A few years ago, before the Internet was pervasive, before everyone carried a smartphone and before do-it-yourself software tools were available for free, it was difficult to reach a critical mass of new customers without spending a million dollars on a website, custom software and television advertising. Now you can match a big company with worldwide reach for a few thousand dollars.
It’s a new age for aspiring entrepreneurs, where anyone with a dream or a hobby should be turning it into a business. The bad news is that many are already doing it, with competition growing, so the longer you wait, the less chance you have of getting there first. The good news is that most haven’t learned the new rules, so there is still room to surge ahead of the crowd.
Here are some of the key new rules I have learned by starting my own company, investing as an angel in other startups and mentoring many more new entrepreneurs over the last few years:
1. Do incorporate a company, but keep it simple.

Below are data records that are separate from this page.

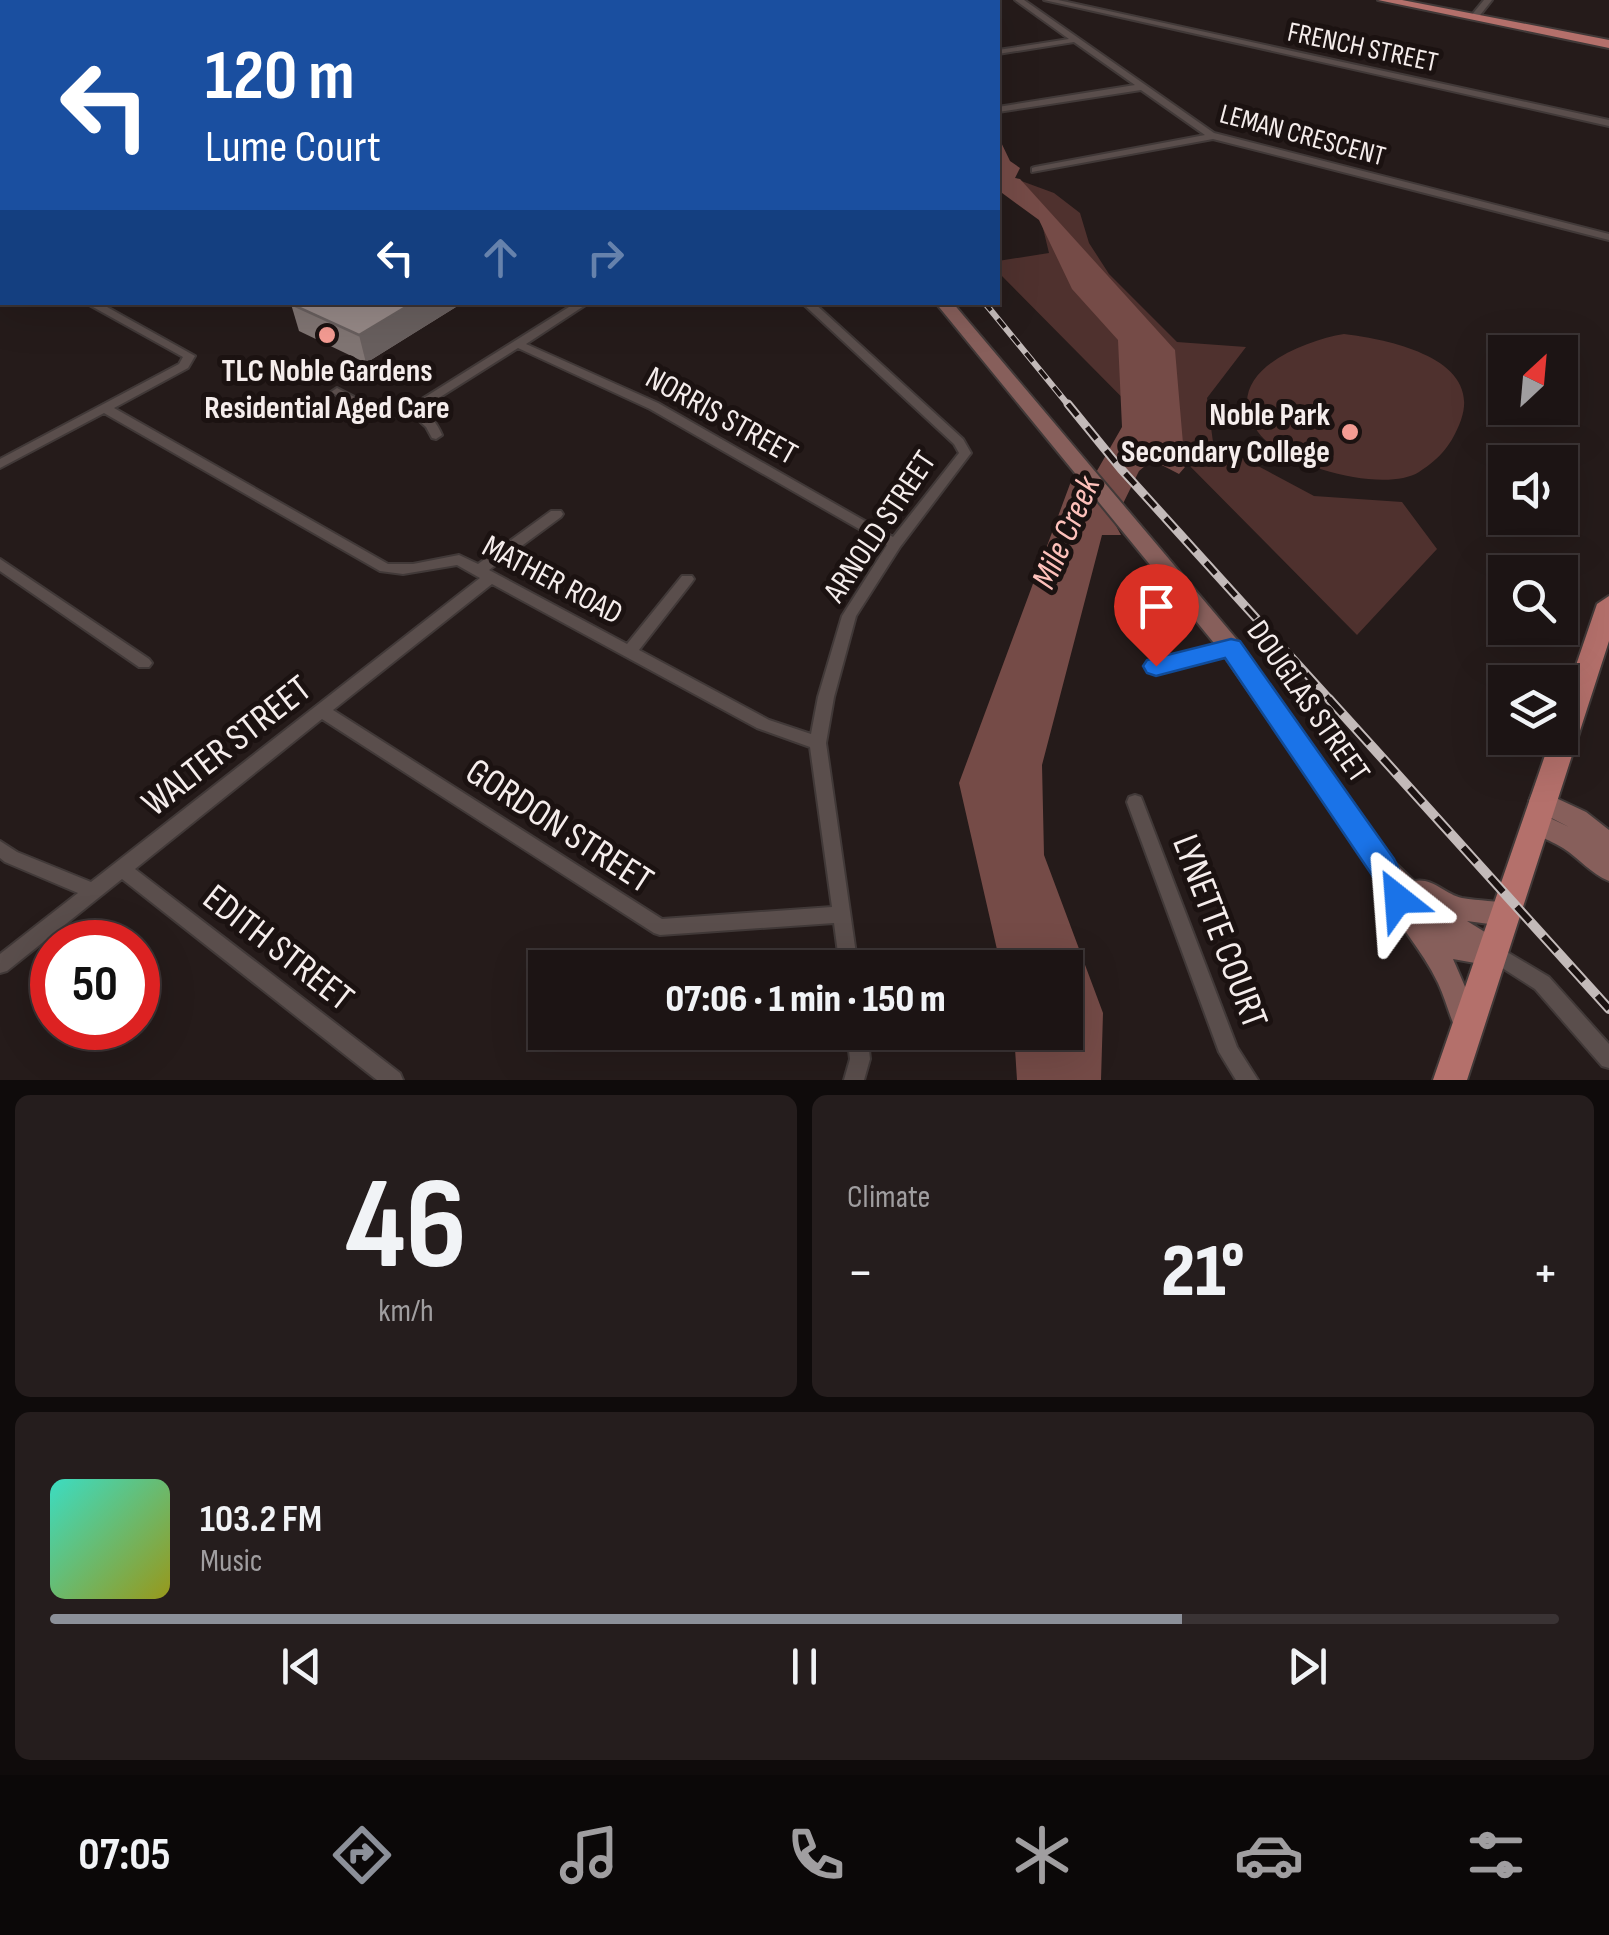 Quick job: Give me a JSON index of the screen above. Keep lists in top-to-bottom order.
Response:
{
  "streets": {
    "main road": ["DOUGLAS STREET"],
    "street": [
      "FRENCH STREET",
      "LEMAN CRESCENT",
      "NORRIS STREET",
      "ARNOLD STREET",
      "MATHER ROAD",
      "WALTER STREET",
      "GORDON STREET",
      "LYNETTE COURT",
      "EDITH STREET"
    ]
  },
  "crossings": [
    ["NORRIS STREET", "ARNOLD STREET"],
    ["ARNOLD STREET", "MATHER ROAD"],
    ["ARNOLD STREET", "GORDON STREET"],
    ["MATHER ROAD", "WALTER STREET"],
    ["WALTER STREET", "GORDON STREET"],
    ["WALTER STREET", "EDITH STREET"]
  ],
  "water": ["Mile Creek"],
  "places": ["TLC Noble Gardens Residential Aged Care", "Noble Park Secondary College"],
  "north": "top right",
  "page": {
    "turn": ["120 m", "Lume Court"],
    "limit": "50",
    "trip": "07:06 · 1 min · 150 m",
    "tile": [
      ["46", "km/h"],
      "Climate"
    ],
    "heat": ["−", "21°", "+"],
    "song": ["103.2 FM", "Music"],
    "tabs": "07:05"
  }
}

A limited liability corporation (LLC) can be formed in most states for less than $100 directly through the Internet without legal assistance. This will keep financial and legal liabilities away from your personal assets, but won’t cost you the big initial cost and ongoing time and fees of a C-corporation.

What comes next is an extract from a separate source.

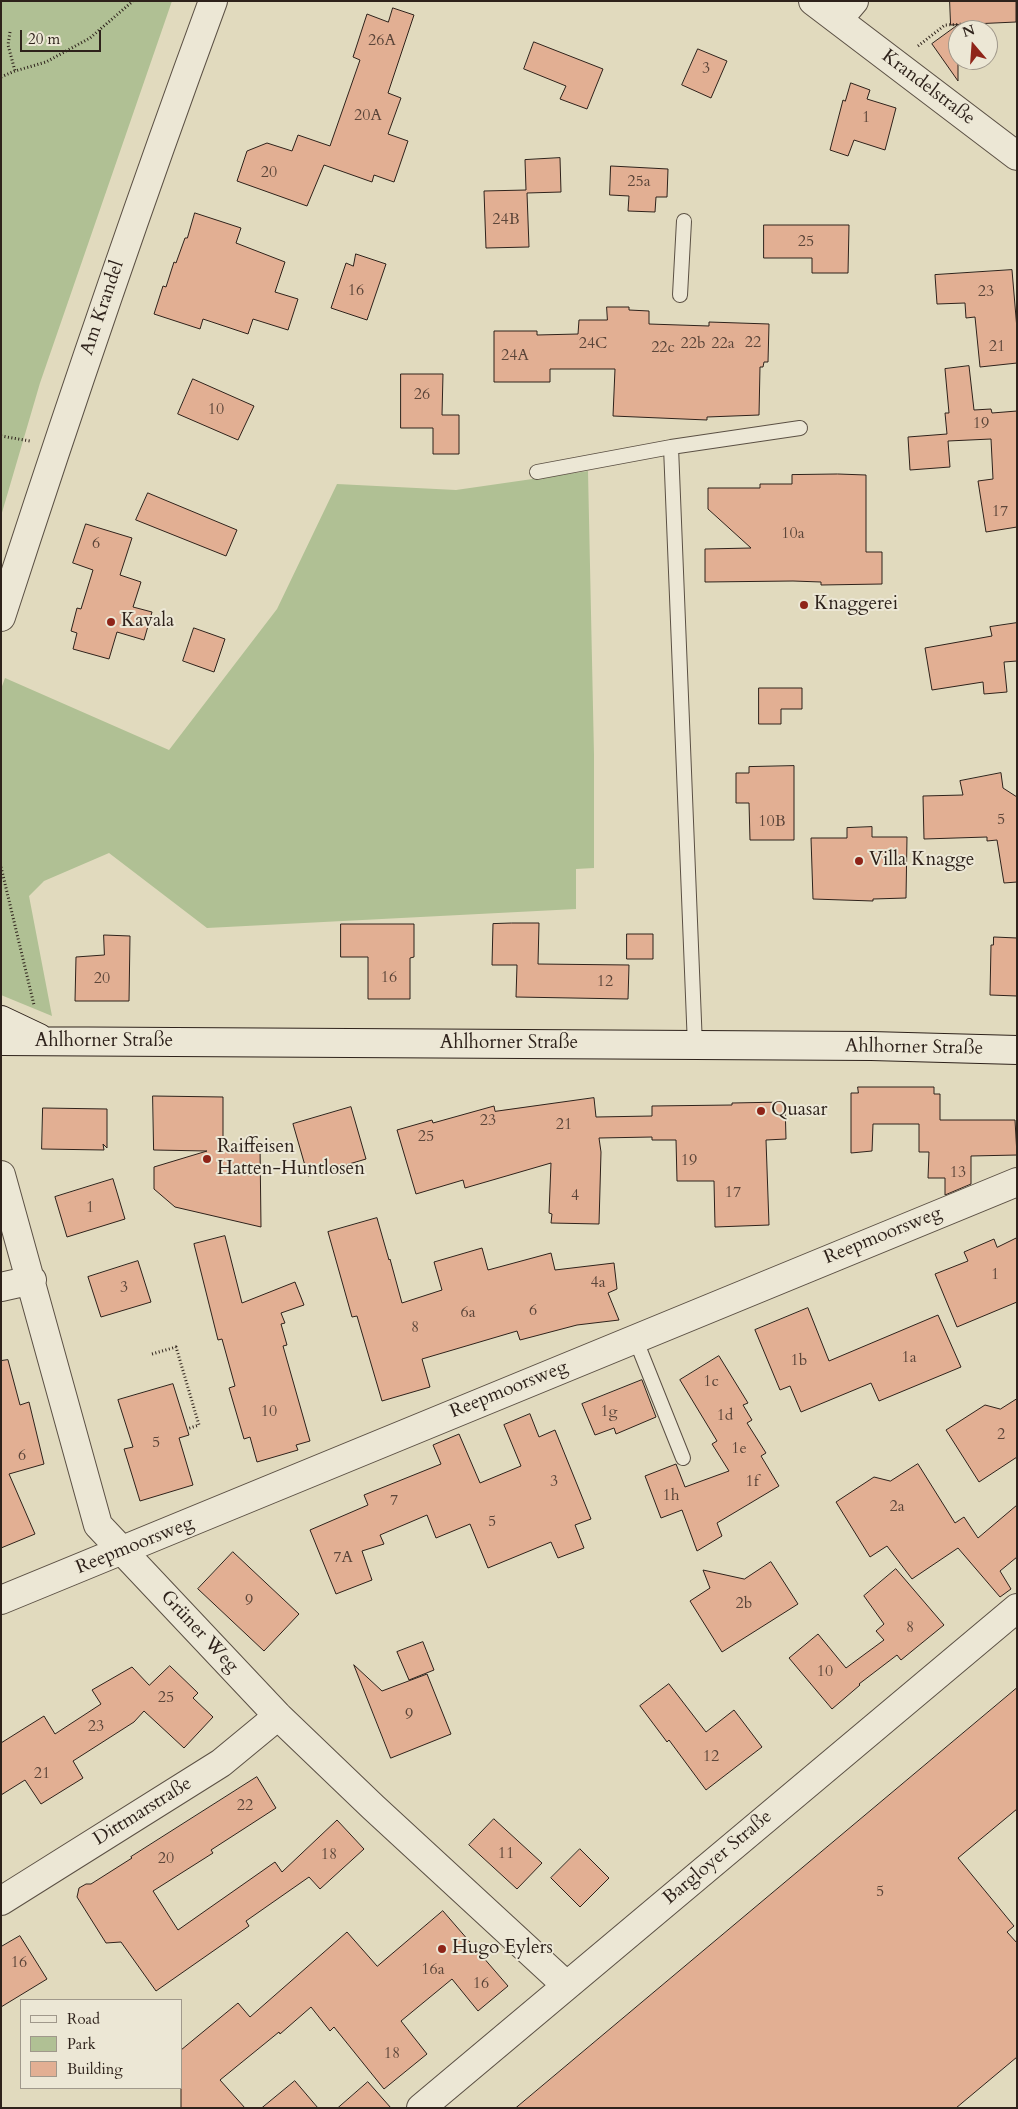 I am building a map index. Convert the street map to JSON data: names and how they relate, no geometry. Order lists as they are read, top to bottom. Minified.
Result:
{"streets":{"street":["Krandelstraße","Am Krandel","Ahlhorner Straße","Reepmoorsweg","Grüner Weg","Dittmarstraße","Bargloyer Straße"]},"crossings":[["Reepmoorsweg","Grüner Weg"],["Grüner Weg","Dittmarstraße"],["Grüner Weg","Bargloyer Straße"]],"places":["Knaggerei","Kavala","Villa Knagge","Quasar","Raiffeisen Hatten-Huntlosen","Hugo Eylers"],"house_numbers":["26A","3","20A","1","20","25a","24B","25","16","23","22","24C","22b","22a","21","22c","24A","26","10","19","17","10a","6","5","10B","16","20","12","23","21","25","19","13","17","4","1","1","4a","3","6","6a","8","1a","1b","1c","10","1g","1d","2","5","1e","6","3","1f","1h","7","2a","5","7A","9","2b","8","10","25","9","23","12","21","22","11","18","20","5","16","16a","16","18"],"legend":["Road","Park","Building"],"scale_bar":"20 m","north":"top"}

2. Create a business plan online, but don’t wait for funding.
Too many entrepreneurs still think plans are for investors, and investors are required to build a startup. Both are wrong. You need a simple plan to set real milestones, and you don’t need investors. Finding them takes too much time and effort, and takes away control and ownership.
3. Work out of your spare room, and keep your own records.
Don’t assume that you need to rent an office to start a business or hire an accountant to track expenses and assets. There are several easy-to-use accounting packages available, such as QuickBooks, which run nicely on your existing small desktop or laptop.